Friday, July 18, 2008
In India, the luxuries are cheap the basics are not
I wanted a massage. I wanted my traveler’s checks cashed. I wanted a manicure and a pedicure. And a facial would be nice. I told my sister this. No problems she said. She made a few phone calls. I got a nice massage at home yesterday for a few bucks. Some money exchange guy came to my place in the evening with wads of money. He took my traveler’s checks and gave me the cash. I think that the beautician comes home today. My sister is going to call a tailor who will come to my house, takes measurements and stitch some clothes for me. She is also going to ask a jewelry repair guy to come to my place and get all my broken jewelry fixed. All this while I am shopping, eating or watching a bollywood movie.
Oh the luxuries. They are so easy to come by in this country. All you need is to make a few phone calls. My sister is an expert at doing this. Luxuries are so cheap here. In US, I pay 80 dollars to get a massage. Here, it is only a couple of bucks. I want to move here. I really do.
But then my sister reminds me that the basics are not so cheap. And you can never rely on them. Things we take for granted in USA like electricity and water are extremely expensive. And you can never depend on them. Electricity goes off for hours every day. You never know when. You can have 3 air conditioners in your house. But what good is it if there is no electricity to turn them on? Sure everyone has a backup generator. But then it can only pump so much juice so you have to forgo the air conditioners.
Getting clean running water too can be a challenge. You can live in a mansion and install the latest shower system and Jacuzzis in the bathrooms. But the water will trickle down the shower head. And it may stop completely while you are shampooing your hair.
My sister told me that when they built their house, they had to drill for a well. (I don’t know the technical terms). But they had to do something. But after a few years, they needed to go through the drilling process again. It cost thousands of rupees. But they paid for it. Unfortunately, the water that came from the well was very bad. It was salty and tasted very strange. So they paid more money to drill another hole. The water was a little better. They can use it but never drink it. They can never drink water from the tap. They have to boil it first and run it through water filters. Every single day.
In Mumbai (Bombay), the entire city had no water for a day. But mumbai-ites took it with stride. They filled up pots and pans with water. Most apartment complexes have a water tank. So they could take showers. And flush toilets.
Luxuries are cheap and easily available. McDonalds delivers food to your door step in Delhi. Even if you want a vegetarian burger for about twenty rupees (30 cents). You can also order gourmet meals from restaurants and they will deliver the food. Last minute guests? No problems. Call the shop in the neighborhood and order fresh samosas. They will deliver in ten minutes. Rental cars come with drivers. If you give the driver a 3 dollar tip, they will make sure that you have the most pleasant experience.

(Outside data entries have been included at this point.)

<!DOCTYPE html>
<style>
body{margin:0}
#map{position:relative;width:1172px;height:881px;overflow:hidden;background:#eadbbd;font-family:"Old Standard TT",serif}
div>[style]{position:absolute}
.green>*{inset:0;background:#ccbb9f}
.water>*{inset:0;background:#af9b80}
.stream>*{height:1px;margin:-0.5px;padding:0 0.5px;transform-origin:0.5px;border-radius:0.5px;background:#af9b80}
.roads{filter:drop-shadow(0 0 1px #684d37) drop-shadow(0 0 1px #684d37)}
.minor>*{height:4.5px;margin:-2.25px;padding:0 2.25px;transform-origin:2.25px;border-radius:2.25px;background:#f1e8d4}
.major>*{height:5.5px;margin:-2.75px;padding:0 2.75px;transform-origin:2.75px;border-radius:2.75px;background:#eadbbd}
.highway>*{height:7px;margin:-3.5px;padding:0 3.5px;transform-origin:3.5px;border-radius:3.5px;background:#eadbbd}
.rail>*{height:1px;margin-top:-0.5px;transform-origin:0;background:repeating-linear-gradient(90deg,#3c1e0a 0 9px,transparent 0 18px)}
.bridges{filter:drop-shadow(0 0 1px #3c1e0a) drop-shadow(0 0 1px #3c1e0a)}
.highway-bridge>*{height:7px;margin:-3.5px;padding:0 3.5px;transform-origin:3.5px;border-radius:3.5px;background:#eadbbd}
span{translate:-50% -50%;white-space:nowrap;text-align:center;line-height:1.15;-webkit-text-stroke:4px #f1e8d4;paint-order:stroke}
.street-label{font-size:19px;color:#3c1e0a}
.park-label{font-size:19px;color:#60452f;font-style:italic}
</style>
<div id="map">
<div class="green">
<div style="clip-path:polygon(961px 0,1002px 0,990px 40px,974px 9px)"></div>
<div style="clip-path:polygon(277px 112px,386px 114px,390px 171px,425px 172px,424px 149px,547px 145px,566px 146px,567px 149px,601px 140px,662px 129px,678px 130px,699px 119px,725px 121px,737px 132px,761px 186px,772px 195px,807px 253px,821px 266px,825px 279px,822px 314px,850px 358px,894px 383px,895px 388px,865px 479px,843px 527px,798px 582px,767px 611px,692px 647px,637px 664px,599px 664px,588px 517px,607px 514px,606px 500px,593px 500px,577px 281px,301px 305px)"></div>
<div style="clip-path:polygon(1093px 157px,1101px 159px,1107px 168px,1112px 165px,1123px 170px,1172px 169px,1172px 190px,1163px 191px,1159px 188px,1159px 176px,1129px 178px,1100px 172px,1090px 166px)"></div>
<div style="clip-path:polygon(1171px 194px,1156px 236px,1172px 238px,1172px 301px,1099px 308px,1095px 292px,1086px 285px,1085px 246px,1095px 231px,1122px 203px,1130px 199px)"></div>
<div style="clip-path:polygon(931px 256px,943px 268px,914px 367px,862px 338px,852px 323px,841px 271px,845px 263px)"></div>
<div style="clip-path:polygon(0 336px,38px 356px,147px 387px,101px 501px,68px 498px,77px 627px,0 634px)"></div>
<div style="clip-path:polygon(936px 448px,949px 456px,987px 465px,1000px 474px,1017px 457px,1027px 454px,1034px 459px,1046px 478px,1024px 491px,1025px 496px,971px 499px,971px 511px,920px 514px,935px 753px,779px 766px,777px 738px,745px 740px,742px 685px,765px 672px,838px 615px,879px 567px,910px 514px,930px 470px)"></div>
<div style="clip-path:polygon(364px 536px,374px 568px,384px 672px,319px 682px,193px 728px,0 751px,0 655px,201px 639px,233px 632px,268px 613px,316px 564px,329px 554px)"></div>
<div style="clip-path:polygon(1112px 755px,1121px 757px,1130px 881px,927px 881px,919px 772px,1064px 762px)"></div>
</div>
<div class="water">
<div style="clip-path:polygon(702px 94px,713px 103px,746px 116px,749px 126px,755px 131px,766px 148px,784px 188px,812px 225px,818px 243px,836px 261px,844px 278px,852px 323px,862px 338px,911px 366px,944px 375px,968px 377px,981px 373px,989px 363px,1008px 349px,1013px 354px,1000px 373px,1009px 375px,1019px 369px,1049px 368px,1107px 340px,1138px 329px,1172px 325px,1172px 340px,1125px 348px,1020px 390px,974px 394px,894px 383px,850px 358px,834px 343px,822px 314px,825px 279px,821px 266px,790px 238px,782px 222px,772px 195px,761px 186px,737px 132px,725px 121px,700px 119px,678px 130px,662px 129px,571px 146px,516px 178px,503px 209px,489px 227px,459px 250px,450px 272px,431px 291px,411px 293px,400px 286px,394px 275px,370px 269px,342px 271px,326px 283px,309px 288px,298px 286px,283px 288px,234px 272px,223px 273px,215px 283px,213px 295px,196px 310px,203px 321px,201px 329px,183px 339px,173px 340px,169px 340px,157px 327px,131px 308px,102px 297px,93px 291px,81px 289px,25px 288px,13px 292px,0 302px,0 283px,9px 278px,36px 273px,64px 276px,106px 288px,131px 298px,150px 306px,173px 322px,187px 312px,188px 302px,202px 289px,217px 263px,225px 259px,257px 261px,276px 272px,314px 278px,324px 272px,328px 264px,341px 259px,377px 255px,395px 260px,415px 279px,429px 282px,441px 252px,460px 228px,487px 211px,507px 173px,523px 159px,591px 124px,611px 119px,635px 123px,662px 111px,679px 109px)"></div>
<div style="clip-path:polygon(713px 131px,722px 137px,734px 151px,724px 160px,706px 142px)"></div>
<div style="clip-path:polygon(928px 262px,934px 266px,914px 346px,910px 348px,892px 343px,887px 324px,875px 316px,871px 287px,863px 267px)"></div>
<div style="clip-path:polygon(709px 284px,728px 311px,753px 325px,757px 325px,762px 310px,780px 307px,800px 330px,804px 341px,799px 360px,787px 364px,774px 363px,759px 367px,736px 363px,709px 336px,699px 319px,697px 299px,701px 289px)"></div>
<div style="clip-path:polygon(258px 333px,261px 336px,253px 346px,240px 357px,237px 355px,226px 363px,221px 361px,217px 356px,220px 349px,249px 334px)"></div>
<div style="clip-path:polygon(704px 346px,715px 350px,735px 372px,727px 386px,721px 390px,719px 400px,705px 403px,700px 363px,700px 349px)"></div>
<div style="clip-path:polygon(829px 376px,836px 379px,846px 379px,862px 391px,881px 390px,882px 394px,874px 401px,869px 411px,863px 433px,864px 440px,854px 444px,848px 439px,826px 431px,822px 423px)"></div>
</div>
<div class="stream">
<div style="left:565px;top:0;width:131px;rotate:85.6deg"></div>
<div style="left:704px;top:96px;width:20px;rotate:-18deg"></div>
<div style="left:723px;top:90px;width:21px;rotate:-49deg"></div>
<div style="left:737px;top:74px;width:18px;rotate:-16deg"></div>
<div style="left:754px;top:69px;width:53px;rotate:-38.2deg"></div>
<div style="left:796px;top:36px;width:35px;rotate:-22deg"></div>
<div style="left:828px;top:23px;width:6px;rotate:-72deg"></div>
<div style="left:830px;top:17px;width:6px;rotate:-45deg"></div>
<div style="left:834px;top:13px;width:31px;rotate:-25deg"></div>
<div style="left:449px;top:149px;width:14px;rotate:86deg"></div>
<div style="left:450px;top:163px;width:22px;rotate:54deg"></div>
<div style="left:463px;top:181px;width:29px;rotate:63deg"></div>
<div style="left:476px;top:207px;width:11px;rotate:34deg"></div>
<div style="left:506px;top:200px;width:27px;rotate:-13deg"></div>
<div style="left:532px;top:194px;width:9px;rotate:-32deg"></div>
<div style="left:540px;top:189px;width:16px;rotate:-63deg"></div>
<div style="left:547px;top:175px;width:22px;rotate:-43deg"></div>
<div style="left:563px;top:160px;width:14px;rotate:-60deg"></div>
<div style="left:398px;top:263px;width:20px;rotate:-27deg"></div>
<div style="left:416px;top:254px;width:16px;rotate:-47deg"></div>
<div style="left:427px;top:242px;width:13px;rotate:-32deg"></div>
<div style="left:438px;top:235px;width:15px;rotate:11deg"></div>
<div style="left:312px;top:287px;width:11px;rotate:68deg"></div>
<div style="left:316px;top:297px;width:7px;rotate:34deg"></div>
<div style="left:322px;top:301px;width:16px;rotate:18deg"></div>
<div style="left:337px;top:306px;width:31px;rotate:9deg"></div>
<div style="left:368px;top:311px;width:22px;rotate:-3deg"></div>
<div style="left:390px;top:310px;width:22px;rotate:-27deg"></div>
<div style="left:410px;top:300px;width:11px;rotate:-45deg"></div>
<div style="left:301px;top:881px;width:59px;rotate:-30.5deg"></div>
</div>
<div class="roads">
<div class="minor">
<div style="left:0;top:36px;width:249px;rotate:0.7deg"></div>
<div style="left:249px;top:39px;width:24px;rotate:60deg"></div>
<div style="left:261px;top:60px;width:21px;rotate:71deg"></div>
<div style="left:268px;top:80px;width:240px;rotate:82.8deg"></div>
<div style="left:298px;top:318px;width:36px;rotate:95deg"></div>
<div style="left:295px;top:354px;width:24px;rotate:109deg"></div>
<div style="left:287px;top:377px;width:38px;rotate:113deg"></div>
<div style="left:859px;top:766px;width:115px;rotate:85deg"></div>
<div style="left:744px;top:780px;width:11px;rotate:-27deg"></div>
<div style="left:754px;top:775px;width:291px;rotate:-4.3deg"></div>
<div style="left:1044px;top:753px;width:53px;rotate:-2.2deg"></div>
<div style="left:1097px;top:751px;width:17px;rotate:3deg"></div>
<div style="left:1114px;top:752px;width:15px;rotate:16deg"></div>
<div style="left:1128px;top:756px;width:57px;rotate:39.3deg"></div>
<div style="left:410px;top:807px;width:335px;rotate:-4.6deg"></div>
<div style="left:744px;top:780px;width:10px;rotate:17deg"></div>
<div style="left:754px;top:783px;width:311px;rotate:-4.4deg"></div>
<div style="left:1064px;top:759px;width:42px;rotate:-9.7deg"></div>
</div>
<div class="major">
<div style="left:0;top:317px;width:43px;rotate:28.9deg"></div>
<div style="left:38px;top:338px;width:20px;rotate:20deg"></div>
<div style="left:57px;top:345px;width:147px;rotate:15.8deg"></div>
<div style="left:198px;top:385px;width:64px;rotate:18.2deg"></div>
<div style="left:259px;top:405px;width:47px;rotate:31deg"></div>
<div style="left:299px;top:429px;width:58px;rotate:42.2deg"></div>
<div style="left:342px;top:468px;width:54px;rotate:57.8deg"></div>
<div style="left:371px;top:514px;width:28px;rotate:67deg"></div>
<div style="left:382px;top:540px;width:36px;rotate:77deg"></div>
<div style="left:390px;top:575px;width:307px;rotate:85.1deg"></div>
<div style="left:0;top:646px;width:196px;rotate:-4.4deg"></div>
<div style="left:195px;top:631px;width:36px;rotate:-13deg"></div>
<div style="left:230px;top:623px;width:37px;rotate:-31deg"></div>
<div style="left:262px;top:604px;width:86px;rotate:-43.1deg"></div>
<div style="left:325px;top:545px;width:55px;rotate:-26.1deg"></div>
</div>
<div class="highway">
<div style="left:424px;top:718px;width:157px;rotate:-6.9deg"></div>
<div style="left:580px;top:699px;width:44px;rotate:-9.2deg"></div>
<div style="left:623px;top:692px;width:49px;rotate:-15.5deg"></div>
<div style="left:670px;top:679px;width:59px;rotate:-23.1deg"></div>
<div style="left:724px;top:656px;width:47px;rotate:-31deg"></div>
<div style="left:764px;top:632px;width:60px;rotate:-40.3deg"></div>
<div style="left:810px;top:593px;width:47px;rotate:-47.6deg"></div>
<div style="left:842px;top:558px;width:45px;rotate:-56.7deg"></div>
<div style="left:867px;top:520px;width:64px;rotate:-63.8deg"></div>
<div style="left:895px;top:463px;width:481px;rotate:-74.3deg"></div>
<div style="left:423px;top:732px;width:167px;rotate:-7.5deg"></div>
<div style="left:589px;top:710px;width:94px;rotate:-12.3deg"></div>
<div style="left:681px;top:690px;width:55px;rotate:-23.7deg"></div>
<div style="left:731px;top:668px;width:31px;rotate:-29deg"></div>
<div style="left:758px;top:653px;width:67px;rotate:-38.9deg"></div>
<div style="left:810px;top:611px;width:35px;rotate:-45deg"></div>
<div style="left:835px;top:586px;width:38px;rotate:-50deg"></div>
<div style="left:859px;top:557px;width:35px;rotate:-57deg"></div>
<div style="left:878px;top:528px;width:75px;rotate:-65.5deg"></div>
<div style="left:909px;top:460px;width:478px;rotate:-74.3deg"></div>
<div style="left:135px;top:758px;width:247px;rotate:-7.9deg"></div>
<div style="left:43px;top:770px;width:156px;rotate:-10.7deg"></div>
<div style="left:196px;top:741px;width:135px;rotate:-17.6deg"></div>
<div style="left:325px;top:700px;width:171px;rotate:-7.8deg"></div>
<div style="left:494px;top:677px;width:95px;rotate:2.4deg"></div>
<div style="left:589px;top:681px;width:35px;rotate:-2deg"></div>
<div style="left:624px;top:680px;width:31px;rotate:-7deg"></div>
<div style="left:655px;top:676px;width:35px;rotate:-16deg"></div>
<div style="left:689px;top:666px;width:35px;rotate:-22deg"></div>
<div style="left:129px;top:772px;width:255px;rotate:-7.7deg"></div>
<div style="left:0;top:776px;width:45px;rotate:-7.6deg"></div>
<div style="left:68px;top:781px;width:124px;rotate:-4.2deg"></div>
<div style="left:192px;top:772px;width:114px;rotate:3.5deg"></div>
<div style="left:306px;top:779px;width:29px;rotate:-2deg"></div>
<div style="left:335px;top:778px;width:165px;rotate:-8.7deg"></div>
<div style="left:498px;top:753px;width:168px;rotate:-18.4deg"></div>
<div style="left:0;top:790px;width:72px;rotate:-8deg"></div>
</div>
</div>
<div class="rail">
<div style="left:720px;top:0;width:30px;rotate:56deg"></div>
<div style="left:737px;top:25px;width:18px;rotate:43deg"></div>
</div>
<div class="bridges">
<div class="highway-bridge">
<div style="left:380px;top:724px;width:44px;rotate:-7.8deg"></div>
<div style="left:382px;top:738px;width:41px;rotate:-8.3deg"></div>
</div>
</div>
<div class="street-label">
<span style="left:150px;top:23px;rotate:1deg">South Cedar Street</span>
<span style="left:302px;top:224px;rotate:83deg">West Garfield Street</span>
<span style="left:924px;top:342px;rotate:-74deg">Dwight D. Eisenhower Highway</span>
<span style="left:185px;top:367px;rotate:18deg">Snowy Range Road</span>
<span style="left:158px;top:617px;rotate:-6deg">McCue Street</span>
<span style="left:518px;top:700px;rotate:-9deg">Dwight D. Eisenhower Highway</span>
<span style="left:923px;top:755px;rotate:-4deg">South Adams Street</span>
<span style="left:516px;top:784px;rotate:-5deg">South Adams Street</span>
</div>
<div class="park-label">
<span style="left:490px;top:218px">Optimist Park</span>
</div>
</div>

But life for the common man is full of struggles here. The days begins with dealing with water and electricity problems. Then the transportation. While Bombay has good public transportation, Delhi does not. In Delhi, at any given point, you can see jam packed buses. If you get a seat in a bus, it is a luxury. You are having a good day. Jobs are very hard to come by. Rent is very expensive. Food is very expensive. About sixty percent of one’s income is spent on food. Eating chicken for dinner is a luxury.
Luxury is a relative word. What is luxury for me, is often way beyond the reach of the common man here. I take things for granted. Like electricity. Blackouts make the evening news in USA. Here, It is an everyday occurrence. Getting the basics are a luxury. Getting the luxuries are a basic thing and almost a necessity. Need someone to come to your house and give you a massage for 3 dollars? Sure thing. Need 24 hours of running water and electricity? Well… good luck!